Start of SUPPLIED ENTRIES

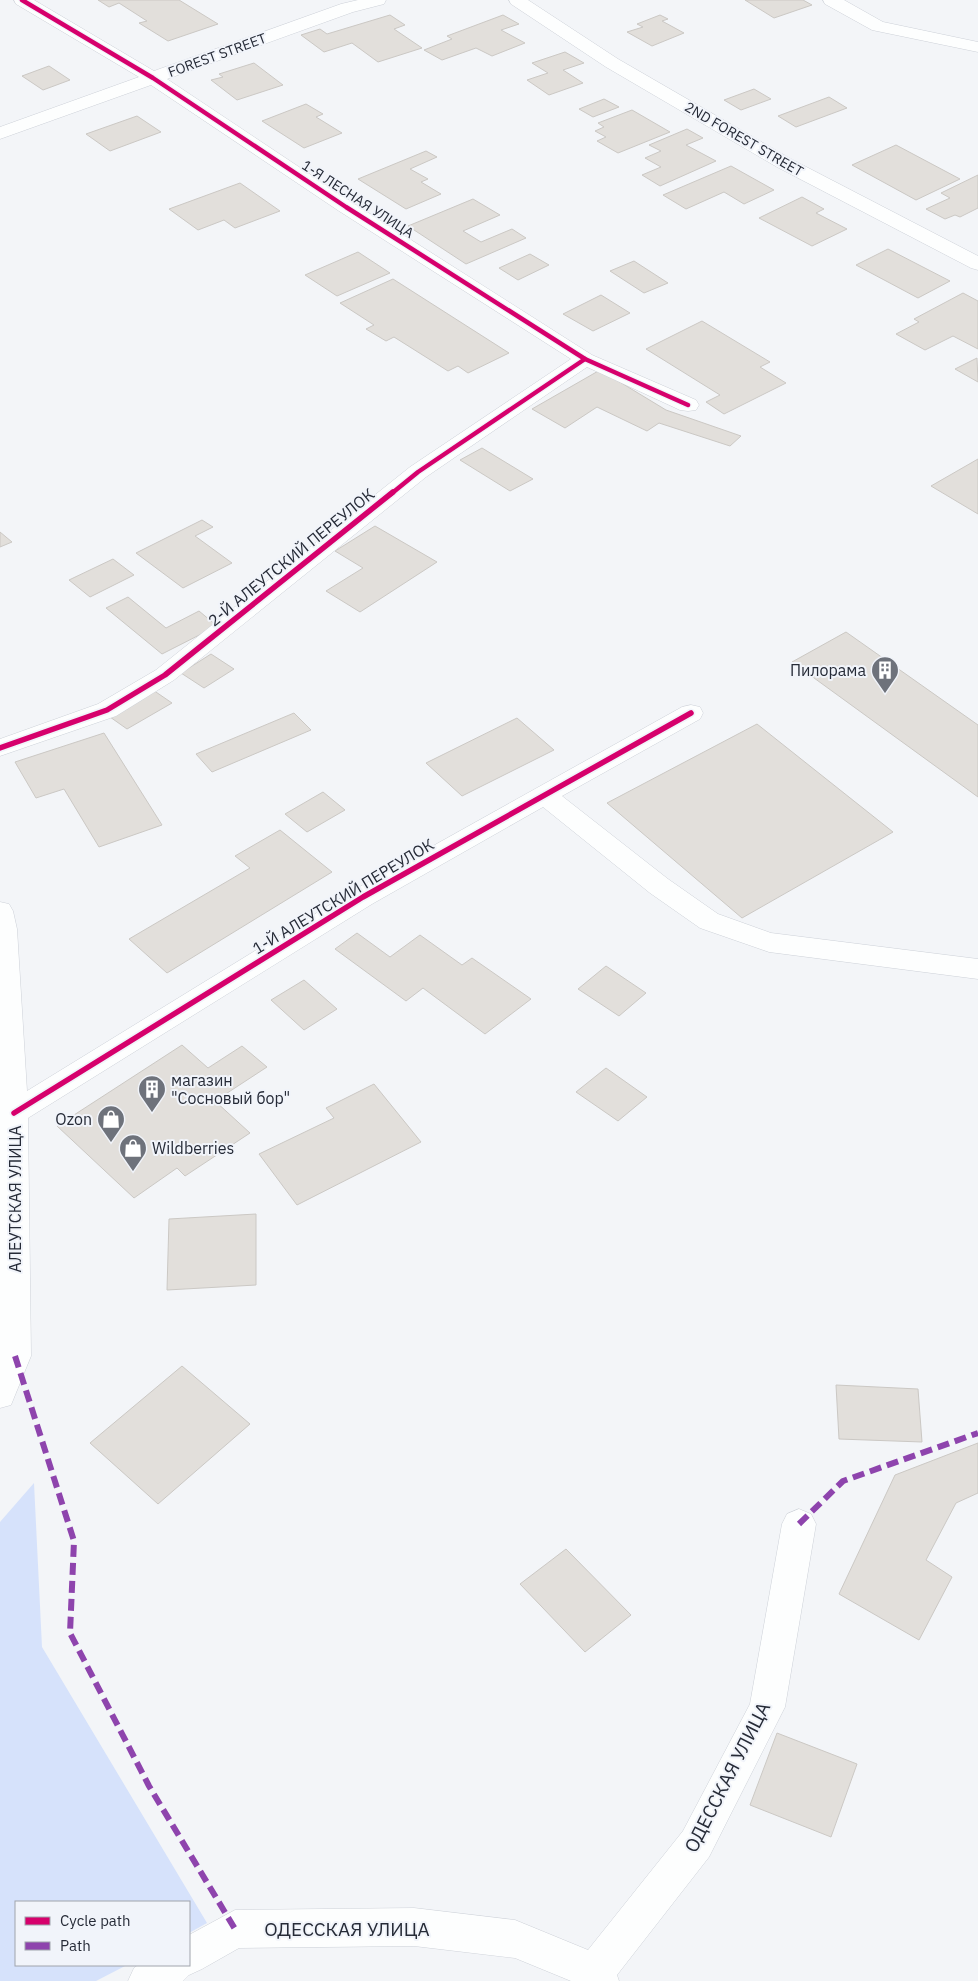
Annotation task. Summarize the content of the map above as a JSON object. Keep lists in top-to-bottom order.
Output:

End of SUPPLIED ENTRIES
Start of SUPPLIED ENTRIES

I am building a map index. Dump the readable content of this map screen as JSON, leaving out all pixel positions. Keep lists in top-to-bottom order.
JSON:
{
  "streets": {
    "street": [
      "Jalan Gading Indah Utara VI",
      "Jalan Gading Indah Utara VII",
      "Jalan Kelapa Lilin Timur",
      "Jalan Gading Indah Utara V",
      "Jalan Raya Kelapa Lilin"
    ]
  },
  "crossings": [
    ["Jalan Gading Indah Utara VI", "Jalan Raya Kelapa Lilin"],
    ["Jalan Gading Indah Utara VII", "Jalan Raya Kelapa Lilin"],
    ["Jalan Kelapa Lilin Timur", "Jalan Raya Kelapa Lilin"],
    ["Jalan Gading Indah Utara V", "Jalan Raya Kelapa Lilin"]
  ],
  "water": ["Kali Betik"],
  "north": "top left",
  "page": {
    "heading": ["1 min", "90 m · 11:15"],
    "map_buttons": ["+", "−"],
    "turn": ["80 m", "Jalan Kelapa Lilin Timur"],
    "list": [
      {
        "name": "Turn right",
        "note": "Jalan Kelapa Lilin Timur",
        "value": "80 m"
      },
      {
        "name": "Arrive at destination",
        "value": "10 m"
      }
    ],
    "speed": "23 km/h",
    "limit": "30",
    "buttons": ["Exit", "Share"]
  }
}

End of SUPPLIED ENTRIES

**YOUR INSTRUCTIONS:** Search the data above for the word "lists", then gather each line in which it appears.

**RESULT FOR THIS EXERCISE:**
Annotation task. Summarize the content of the map above as a JSON object. Keep lists in top-to-bottom order.
I am building a map index. Dump the readable content of this map screen as JSON, leaving out all pixel positions. Keep lists in top-to-bottom order.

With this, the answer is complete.